On Sexual Harassment and the Religious Pedestal
This is a guest post by Shani Ben Or, the Community Coordinator for Kol HaNeshama, Jerusalem’s flagship congregation of the Reform Movement, where she also serves as a cantor, studies Critical, Feminist Pedagogy at the Kibbutzim College, and is a fellow in the inaugural Jerusalem cohort of the Takum social justice beit midrash. Translated from the Hebrew by Aryeh Bernstein.
A few years ago, I volunteered in a youth center for teens at risk in south Tel Aviv. The constituency served by the center represented the sectors most oppressed and discriminated against by Israeli society. In many respects, this encounter was life-changing for me, but was also wound up with numerous challenges, among the most significant of which related to gender. Every week, I was greeted with comments about my appearance, my beauty, and my body. I received countless “offers”, of varying degrees of obscenity. It was clear to me that these teenage boys were testing my boundaries in a smart and sophisticated way.
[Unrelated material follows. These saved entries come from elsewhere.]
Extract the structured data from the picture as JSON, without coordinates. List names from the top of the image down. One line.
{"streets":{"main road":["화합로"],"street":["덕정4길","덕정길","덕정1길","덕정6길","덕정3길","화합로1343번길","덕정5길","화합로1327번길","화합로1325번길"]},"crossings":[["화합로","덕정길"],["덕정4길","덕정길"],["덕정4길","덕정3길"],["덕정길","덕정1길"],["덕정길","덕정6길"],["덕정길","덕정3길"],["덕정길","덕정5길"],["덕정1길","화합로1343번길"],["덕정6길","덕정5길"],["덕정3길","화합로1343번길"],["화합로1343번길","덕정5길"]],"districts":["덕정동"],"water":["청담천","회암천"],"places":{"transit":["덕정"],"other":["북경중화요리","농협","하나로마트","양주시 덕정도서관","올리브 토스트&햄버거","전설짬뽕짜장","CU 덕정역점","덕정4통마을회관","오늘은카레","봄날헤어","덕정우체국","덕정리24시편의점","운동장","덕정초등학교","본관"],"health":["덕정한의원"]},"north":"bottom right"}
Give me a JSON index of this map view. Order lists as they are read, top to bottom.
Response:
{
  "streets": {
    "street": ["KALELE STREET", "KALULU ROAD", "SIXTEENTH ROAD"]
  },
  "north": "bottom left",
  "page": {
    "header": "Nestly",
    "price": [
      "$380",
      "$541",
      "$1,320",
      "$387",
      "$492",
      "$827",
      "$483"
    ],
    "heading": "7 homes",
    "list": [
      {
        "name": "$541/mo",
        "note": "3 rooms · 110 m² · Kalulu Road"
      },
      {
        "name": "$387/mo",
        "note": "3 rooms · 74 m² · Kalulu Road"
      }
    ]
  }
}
When push came to shove, they touched on my greatest place of vulnerability with regard to them. In every other way, the power hierarchy in this youth center was clear and priviliged me: I was a volunteer and they were the troubled youth being mentored and counseled. The power hierarchy in Israeli society was just as clear and to my privilege: I am an Ashkenazic Jew in Israel from an American background. However, in one respect, the power relationship privileged them and put them in a position of power over me: I am a woman and they are men. They tipped the scales of the power balance to assert some power over a person who in many ways has power over them, and it worked: as a woman, with my own experiences of gender oppression, I was affected by their actions. They succeeded.
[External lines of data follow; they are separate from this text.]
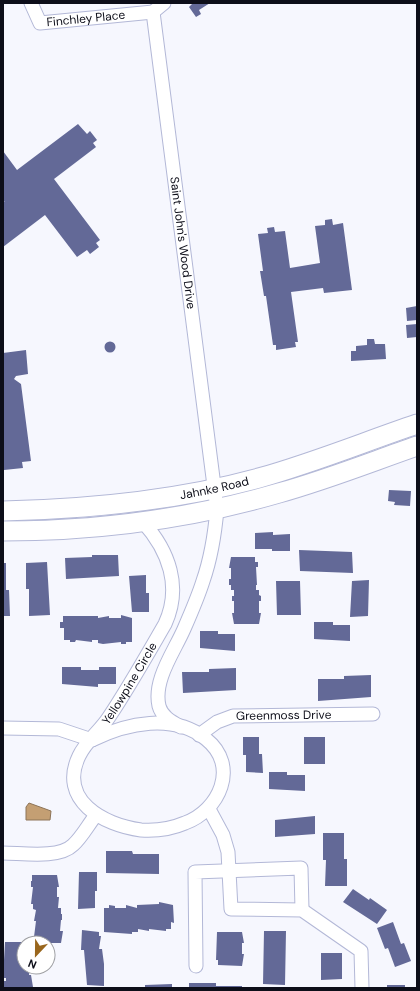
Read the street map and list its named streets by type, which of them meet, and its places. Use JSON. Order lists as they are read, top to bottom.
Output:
{
  "streets": {
    "main road": ["Jahnke Road"],
    "street": [
      "Finchley Place",
      "Saint John's Wood Drive",
      "Yellowpine Circle",
      "Greenmoss Drive"
    ]
  },
  "crossings": [
    ["Finchley Place", "Saint John's Wood Drive"],
    ["Saint John's Wood Drive", "Jahnke Road"],
    ["Saint John's Wood Drive", "Yellowpine Circle"],
    ["Jahnke Road", "Yellowpine Circle"],
    ["Yellowpine Circle", "Greenmoss Drive"]
  ],
  "north": "bottom"
}
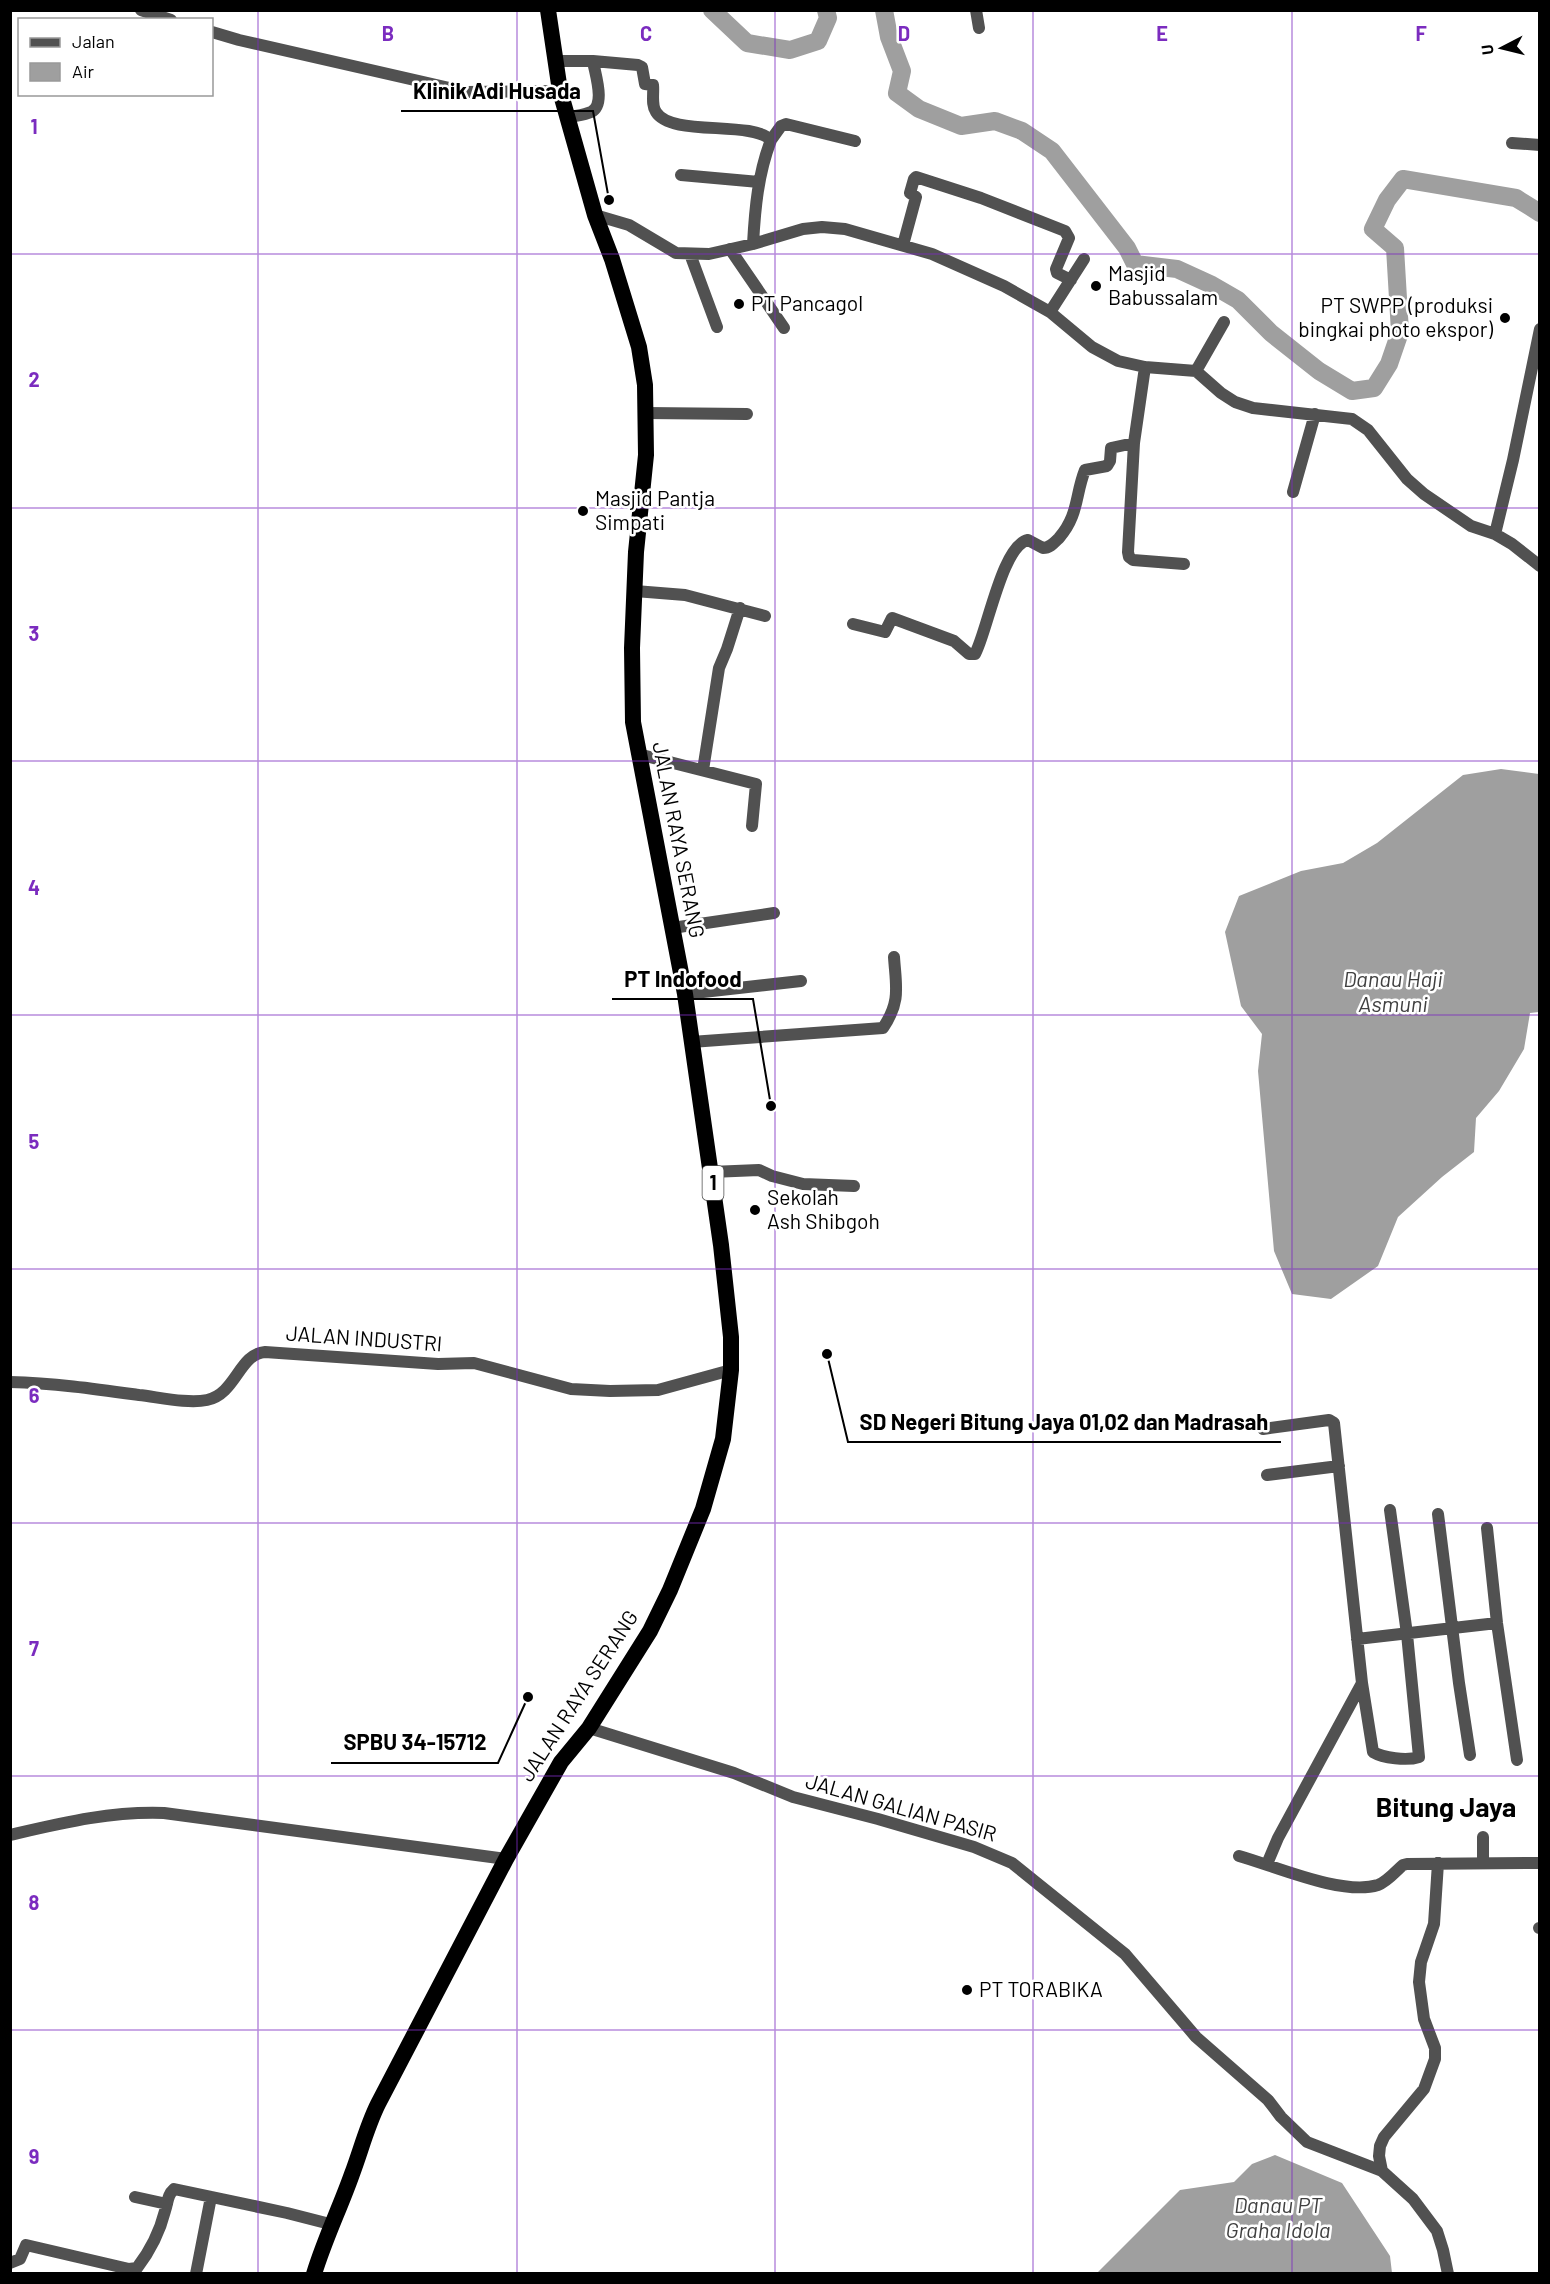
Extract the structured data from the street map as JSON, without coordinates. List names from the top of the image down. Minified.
{"streets":{"highway":["JALAN RAYA SERANG","1"],"street":["JALAN INDUSTRI","JALAN GALIAN PASIR"]},"crossings":[["JALAN RAYA SERANG","JALAN INDUSTRI"],["JALAN RAYA SERANG","JALAN GALIAN PASIR"]],"districts":["Bitung Jaya"],"water":["Danau Haji Asmuni","Danau PT Graha Idola"],"places":["Klinik Adi Husada","Masjid Babussalam","PT Pancagol","PT SWPP (produksi bingkai photo ekspor)","Masjid Pantja Simpati","PT Indofood","Sekolah Ash Shibgoh","SD Negeri Bitung Jaya 01,02 dan Madrasah","SPBU 34-15712","PT TORABIKA"],"legend":["Jalan","Air"],"north":"left","grid":{"columns":["B","C","D","E","F"],"rows":["1","2","3","4","5","6","7","8","9"]}}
These interactions presented me with numerous personal and educational dilemmas and every week I deliberated over how to respond until one day, totally by accident, I found the solution. I was sitting with a few of the boys in the lounge when one of them asked me whether I am religious. Now, I am a Reform Jew in Israel who works as a cantor, so I don’t easily fit into the usual categories of religious/secular here; I get that question a lot and I have a practiced, well-thought out response at the ready, which I quickly produced for my young friend: “I am religious, not halakhic”.
For these teens, for whom the concepts of progressive Judaism, in particular, and the very existence of a variety of streams in Judaism, in general, are completely foreign, the only thing that registered for them was the word “religious”. From that moment, their interaction with me changed dramatically. This shift was felt immediately when another boy, who was not in this conversation, entered the lounge and shot some comment my way about my being hot. The other boys immediately jumped to my defence: “Don’t speak to her like that! Did you know that she’s religious?!”
My initial reaction to this comment was deep relief, a feeling which I enjoyed through the end of my year volunteering with them. Together with that relief, though, I felt a new kind of troubling discomfort awakening in me. Clearly, I was not the kind of religious woman they were conjuring up, and yet I discovered that this word purchased me respect and dignity whose source was unclear to me, and which I was not at all sure that I was interested in claiming. Why would a “religious” woman “deserve” respect more than I, or any other woman would?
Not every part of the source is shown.